Privacy-enhancing technologies and compliance

The collection, computation and analysis of data is vital to the progress and prosperity of all industries. However, handling data also entails significant risks to privacy and exposure to cyberattacks. This is where privacy enhancing technologies (PETs) can assist to mitigate risks.

What are PETs?

PETs are technologies that aim to enhance the privacy and security of information associated with data. Although most kinds of PETs are still undergoing development, organisations such as the Centre for Data Ethics and Innovation in the UK consider them a valuable way for organisations to harness the power of data.
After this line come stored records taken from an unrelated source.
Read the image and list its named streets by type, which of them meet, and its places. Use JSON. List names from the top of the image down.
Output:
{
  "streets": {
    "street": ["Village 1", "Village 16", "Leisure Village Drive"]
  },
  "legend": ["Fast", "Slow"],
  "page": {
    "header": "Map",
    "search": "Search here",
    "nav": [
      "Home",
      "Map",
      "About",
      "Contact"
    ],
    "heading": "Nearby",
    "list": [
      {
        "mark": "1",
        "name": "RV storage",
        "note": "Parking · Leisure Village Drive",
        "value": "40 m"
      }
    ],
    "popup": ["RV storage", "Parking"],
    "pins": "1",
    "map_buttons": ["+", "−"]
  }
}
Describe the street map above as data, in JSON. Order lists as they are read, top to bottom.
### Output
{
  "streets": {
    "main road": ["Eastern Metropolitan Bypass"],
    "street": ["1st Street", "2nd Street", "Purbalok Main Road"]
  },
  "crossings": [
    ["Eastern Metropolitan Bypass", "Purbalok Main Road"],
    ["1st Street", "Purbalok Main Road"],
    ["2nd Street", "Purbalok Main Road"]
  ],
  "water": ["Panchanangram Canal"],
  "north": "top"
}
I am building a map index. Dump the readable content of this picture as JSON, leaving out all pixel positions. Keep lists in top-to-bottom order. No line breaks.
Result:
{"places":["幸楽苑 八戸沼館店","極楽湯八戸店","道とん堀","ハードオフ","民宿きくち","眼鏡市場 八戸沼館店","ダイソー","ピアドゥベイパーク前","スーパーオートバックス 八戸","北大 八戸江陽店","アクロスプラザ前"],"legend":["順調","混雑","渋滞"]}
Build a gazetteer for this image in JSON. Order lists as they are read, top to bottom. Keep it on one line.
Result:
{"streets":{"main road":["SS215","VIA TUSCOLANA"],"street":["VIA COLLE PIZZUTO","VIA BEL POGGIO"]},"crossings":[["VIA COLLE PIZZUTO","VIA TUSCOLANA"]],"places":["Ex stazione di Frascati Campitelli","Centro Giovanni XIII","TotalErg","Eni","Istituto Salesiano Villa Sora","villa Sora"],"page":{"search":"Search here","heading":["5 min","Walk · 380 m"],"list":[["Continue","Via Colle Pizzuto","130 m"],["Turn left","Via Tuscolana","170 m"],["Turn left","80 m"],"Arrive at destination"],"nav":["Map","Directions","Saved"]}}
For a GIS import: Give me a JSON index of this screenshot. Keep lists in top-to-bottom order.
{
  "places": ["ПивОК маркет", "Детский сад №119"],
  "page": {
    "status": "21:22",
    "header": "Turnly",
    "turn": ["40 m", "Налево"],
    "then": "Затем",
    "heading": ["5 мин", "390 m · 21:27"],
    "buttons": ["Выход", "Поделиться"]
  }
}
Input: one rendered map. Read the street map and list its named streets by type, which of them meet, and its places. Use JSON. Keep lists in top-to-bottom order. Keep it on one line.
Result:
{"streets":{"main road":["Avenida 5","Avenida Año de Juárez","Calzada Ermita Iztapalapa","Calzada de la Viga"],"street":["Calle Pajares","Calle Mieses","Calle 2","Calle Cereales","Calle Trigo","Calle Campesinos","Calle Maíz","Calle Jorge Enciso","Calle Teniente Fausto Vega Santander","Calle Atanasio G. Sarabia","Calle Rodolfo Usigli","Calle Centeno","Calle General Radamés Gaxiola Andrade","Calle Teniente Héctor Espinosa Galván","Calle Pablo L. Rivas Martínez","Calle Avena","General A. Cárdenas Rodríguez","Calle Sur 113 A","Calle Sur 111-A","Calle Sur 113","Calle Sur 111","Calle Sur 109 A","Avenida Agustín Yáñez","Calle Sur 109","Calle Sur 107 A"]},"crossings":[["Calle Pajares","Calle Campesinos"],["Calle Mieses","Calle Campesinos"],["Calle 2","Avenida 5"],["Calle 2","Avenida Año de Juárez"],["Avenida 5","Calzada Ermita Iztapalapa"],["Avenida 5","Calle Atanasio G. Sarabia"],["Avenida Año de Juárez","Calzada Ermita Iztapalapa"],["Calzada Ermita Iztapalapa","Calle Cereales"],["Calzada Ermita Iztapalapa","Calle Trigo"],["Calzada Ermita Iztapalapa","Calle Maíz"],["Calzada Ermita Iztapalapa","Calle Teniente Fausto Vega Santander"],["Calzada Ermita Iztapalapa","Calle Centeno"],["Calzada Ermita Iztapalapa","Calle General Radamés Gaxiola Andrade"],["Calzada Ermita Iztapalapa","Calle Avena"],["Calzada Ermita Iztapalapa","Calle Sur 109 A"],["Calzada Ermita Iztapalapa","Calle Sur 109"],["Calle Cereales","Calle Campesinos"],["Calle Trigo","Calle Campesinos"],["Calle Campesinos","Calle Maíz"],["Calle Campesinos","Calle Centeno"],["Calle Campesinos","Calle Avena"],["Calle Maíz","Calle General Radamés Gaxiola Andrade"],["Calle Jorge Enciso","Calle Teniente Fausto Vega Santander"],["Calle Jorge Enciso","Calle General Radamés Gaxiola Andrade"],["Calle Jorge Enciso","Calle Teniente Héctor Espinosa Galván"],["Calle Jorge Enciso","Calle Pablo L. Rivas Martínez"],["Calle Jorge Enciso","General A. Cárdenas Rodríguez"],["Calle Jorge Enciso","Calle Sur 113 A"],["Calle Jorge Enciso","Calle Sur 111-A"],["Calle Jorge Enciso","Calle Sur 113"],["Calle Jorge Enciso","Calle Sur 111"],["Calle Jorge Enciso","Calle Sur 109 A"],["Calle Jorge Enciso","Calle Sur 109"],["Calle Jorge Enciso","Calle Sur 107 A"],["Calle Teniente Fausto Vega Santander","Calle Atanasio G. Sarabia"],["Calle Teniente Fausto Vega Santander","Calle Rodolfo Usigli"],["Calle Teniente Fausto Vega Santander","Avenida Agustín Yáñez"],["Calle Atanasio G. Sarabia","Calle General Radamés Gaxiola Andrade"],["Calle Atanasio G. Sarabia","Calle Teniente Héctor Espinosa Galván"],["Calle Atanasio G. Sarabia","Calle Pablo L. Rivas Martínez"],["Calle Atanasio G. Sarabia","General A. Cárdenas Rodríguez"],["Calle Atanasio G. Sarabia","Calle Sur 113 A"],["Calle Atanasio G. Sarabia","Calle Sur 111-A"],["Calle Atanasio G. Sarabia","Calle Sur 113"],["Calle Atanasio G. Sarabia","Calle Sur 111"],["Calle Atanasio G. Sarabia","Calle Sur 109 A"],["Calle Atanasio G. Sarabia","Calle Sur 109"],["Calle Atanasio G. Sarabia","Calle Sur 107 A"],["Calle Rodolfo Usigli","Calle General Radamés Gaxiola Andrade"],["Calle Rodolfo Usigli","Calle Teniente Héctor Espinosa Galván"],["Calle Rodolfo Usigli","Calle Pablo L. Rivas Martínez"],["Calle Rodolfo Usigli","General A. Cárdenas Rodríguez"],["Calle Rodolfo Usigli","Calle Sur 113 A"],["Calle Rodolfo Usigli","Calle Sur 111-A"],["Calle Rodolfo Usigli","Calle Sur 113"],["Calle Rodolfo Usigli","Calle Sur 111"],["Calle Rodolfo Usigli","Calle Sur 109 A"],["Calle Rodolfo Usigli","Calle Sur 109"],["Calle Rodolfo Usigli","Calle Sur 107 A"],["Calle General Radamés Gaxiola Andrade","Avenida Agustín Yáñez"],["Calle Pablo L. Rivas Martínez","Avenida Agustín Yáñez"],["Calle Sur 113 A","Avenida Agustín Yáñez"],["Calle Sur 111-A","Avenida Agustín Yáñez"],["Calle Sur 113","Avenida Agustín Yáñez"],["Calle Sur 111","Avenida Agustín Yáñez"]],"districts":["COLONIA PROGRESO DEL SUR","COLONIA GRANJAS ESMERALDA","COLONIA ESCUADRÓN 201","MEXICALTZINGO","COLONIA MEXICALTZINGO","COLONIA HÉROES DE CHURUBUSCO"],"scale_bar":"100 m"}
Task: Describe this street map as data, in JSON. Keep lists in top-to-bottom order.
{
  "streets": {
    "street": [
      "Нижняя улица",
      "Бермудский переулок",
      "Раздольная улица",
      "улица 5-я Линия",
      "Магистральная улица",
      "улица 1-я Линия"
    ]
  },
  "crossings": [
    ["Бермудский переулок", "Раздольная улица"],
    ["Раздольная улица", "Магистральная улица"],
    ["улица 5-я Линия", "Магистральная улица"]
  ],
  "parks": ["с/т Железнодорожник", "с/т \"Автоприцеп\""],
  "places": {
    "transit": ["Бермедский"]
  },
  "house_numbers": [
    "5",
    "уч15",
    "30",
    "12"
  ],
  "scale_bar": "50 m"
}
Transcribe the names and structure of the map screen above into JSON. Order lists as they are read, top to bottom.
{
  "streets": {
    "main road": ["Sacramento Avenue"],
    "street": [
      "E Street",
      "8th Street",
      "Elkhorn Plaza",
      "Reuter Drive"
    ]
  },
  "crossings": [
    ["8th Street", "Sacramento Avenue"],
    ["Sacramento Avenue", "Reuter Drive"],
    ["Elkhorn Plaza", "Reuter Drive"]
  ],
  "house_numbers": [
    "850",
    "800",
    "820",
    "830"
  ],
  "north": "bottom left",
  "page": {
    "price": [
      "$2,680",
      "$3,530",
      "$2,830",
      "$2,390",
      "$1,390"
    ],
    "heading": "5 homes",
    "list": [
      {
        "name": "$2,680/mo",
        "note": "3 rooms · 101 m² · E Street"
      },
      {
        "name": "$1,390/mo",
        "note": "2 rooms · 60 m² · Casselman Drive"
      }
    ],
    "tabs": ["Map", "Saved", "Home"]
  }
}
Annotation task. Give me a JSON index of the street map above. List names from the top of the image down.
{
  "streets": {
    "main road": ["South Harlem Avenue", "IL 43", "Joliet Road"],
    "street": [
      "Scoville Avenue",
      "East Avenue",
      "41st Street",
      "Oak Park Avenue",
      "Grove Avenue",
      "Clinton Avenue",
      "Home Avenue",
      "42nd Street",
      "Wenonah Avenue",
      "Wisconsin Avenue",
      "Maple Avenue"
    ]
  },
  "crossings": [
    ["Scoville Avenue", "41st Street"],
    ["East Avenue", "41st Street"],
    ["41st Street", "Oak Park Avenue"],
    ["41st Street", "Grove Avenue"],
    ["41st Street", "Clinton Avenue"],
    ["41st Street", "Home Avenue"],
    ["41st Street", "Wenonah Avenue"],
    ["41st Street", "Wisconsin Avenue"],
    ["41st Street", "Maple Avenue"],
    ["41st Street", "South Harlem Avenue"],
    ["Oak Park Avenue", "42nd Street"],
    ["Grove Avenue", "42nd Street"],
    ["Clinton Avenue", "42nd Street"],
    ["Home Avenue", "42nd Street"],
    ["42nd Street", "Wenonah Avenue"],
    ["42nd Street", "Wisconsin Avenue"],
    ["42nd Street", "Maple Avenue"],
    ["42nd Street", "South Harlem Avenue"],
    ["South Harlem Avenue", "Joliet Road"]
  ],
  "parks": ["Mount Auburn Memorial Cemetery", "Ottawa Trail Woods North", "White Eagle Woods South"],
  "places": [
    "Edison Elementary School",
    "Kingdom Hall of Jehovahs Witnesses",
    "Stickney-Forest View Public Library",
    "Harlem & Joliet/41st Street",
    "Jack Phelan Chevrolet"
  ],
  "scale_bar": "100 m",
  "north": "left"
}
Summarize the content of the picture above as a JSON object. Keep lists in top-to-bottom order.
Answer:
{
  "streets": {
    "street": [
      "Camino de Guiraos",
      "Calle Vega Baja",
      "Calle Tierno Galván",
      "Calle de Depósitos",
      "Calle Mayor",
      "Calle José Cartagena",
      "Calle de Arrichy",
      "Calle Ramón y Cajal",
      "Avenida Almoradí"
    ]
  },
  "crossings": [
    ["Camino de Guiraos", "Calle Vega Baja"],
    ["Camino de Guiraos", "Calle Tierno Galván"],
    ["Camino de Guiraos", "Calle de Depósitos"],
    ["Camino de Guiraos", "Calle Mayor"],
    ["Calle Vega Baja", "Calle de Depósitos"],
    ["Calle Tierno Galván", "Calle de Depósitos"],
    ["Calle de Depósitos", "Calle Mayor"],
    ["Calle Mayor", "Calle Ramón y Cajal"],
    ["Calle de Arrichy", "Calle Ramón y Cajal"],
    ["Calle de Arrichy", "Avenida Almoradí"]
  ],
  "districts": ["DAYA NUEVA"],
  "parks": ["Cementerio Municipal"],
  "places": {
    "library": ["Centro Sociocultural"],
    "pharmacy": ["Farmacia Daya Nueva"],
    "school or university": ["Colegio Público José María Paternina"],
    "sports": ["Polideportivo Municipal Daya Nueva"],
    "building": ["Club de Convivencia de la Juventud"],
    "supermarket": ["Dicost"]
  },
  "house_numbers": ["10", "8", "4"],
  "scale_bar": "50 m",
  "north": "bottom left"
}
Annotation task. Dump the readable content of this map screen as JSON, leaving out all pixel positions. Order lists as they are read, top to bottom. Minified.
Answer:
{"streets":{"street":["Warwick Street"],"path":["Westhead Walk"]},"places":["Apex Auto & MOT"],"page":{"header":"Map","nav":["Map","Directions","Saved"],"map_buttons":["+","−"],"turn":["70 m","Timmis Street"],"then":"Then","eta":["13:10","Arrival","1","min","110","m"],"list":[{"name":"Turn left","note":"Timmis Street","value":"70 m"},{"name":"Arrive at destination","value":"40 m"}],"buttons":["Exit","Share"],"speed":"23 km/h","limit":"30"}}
PETs do this by securing sensitive information contained within the data, whilst maintaining computability or use so that the same level of insight and learning can still be achieved.

The below summary explains the benefits and risks of some of the most well-known PETs ─ including those within the categories of cryptographic algorithms, artificial intelligence (AI), machine learning (ML) algorithms and data masking techniques ─ and the relevance of these technologies to Australian privacy law.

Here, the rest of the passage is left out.